▶ _What you have to do_
In the data below, find the line that contains "Please mark all" and the line that contains "Annotate the picture: name". Copy both, plus every line between them, exactly.

▶ _Stored data entries_
..............................
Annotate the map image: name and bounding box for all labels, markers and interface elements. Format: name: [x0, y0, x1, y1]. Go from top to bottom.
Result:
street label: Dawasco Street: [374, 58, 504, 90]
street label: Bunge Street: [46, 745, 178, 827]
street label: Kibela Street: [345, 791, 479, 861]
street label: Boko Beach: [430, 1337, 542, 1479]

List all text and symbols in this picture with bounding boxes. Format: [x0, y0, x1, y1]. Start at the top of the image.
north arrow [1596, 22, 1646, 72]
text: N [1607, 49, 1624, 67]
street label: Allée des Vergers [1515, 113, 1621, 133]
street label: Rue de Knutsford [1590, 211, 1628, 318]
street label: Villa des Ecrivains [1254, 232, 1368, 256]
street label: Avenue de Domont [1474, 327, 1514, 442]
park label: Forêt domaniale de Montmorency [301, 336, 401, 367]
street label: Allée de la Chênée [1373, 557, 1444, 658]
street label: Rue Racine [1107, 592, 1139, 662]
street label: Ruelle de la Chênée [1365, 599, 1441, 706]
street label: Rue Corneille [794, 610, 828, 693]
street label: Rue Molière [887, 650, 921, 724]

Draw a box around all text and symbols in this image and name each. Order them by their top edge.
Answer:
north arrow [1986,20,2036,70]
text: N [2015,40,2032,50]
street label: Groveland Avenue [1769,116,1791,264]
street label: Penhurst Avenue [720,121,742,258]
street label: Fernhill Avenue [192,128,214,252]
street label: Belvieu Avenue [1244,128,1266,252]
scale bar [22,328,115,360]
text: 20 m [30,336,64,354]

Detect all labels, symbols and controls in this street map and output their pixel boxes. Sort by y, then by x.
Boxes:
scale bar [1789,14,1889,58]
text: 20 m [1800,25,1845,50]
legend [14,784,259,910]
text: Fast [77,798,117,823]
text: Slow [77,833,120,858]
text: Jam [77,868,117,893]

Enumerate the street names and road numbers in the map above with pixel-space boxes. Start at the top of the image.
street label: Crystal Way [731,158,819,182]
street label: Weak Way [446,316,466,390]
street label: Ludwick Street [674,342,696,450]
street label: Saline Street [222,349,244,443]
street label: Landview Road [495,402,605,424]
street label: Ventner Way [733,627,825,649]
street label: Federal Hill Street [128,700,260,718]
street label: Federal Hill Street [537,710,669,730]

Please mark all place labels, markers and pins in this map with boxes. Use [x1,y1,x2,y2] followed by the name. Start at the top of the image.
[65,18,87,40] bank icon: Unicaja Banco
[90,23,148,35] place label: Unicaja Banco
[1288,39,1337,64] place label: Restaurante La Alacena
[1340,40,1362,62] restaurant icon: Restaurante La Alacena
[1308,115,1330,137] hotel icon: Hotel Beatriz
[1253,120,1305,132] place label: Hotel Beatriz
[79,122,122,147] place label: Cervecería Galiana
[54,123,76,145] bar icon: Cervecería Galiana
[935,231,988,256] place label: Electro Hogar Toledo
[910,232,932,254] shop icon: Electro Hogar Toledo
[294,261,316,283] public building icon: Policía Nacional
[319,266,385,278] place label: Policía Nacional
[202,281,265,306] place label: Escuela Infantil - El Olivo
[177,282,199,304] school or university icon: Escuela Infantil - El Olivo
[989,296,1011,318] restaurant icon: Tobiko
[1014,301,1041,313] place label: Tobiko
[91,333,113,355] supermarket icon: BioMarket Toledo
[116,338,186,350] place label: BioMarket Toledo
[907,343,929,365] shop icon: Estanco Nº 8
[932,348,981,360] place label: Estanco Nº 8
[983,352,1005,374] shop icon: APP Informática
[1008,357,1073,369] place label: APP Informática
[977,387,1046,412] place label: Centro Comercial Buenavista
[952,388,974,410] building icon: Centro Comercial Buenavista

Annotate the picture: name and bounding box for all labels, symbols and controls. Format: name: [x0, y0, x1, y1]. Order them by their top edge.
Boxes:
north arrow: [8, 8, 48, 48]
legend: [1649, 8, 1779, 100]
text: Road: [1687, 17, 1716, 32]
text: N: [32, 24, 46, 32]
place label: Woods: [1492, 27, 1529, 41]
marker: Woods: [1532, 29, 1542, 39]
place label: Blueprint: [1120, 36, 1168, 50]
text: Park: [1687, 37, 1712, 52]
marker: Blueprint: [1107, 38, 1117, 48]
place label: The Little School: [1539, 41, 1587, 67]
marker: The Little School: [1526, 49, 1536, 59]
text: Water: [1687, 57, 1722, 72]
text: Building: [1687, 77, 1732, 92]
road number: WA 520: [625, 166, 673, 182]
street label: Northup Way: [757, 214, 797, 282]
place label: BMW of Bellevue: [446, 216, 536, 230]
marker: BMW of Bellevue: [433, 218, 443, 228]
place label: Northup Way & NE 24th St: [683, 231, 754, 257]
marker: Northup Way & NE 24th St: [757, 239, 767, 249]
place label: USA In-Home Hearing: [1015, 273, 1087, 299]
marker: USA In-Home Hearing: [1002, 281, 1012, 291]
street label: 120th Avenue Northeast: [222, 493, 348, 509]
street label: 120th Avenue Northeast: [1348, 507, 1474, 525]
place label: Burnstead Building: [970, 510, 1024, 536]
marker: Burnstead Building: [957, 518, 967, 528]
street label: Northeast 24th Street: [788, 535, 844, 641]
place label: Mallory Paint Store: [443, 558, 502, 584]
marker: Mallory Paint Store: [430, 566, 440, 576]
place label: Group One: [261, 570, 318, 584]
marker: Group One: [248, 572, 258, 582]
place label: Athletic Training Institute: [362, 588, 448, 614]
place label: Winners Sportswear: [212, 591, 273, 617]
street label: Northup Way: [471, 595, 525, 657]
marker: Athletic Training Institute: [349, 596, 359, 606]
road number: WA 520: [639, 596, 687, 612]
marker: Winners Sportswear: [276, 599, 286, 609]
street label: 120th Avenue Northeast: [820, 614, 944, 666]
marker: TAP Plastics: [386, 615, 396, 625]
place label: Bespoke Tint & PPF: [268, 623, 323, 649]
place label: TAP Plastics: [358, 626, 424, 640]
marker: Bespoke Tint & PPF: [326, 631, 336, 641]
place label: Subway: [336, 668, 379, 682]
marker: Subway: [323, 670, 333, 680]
..............................
▶ _Response below_
Please mark all place labels, markers and pins in this map with boxes. Use [x1,y1,x2,y2] followed by the name. Start at the top of the image.
[65,18,87,40] bank icon: Unicaja Banco
[90,23,148,35] place label: Unicaja Banco
[1288,39,1337,64] place label: Restaurante La Alacena
[1340,40,1362,62] restaurant icon: Restaurante La Alacena
[1308,115,1330,137] hotel icon: Hotel Beatriz
[1253,120,1305,132] place label: Hotel Beatriz
[79,122,122,147] place label: Cervecería Galiana
[54,123,76,145] bar icon: Cervecería Galiana
[935,231,988,256] place label: Electro Hogar Toledo
[910,232,932,254] shop icon: Electro Hogar Toledo
[294,261,316,283] public building icon: Policía Nacional
[319,266,385,278] place label: Policía Nacional
[202,281,265,306] place label: Escuela Infantil - El Olivo
[177,282,199,304] school or university icon: Escuela Infantil - El Olivo
[989,296,1011,318] restaurant icon: Tobiko
[1014,301,1041,313] place label: Tobiko
[91,333,113,355] supermarket icon: BioMarket Toledo
[116,338,186,350] place label: BioMarket Toledo
[907,343,929,365] shop icon: Estanco Nº 8
[932,348,981,360] place label: Estanco Nº 8
[983,352,1005,374] shop icon: APP Informática
[1008,357,1073,369] place label: APP Informática
[977,387,1046,412] place label: Centro Comercial Buenavista
[952,388,974,410] building icon: Centro Comercial Buenavista

Annotate the picture: name and bounding box for all labels, symbols and controls. Format: name: [x0, y0, x1, y1]. Order them by their top edge.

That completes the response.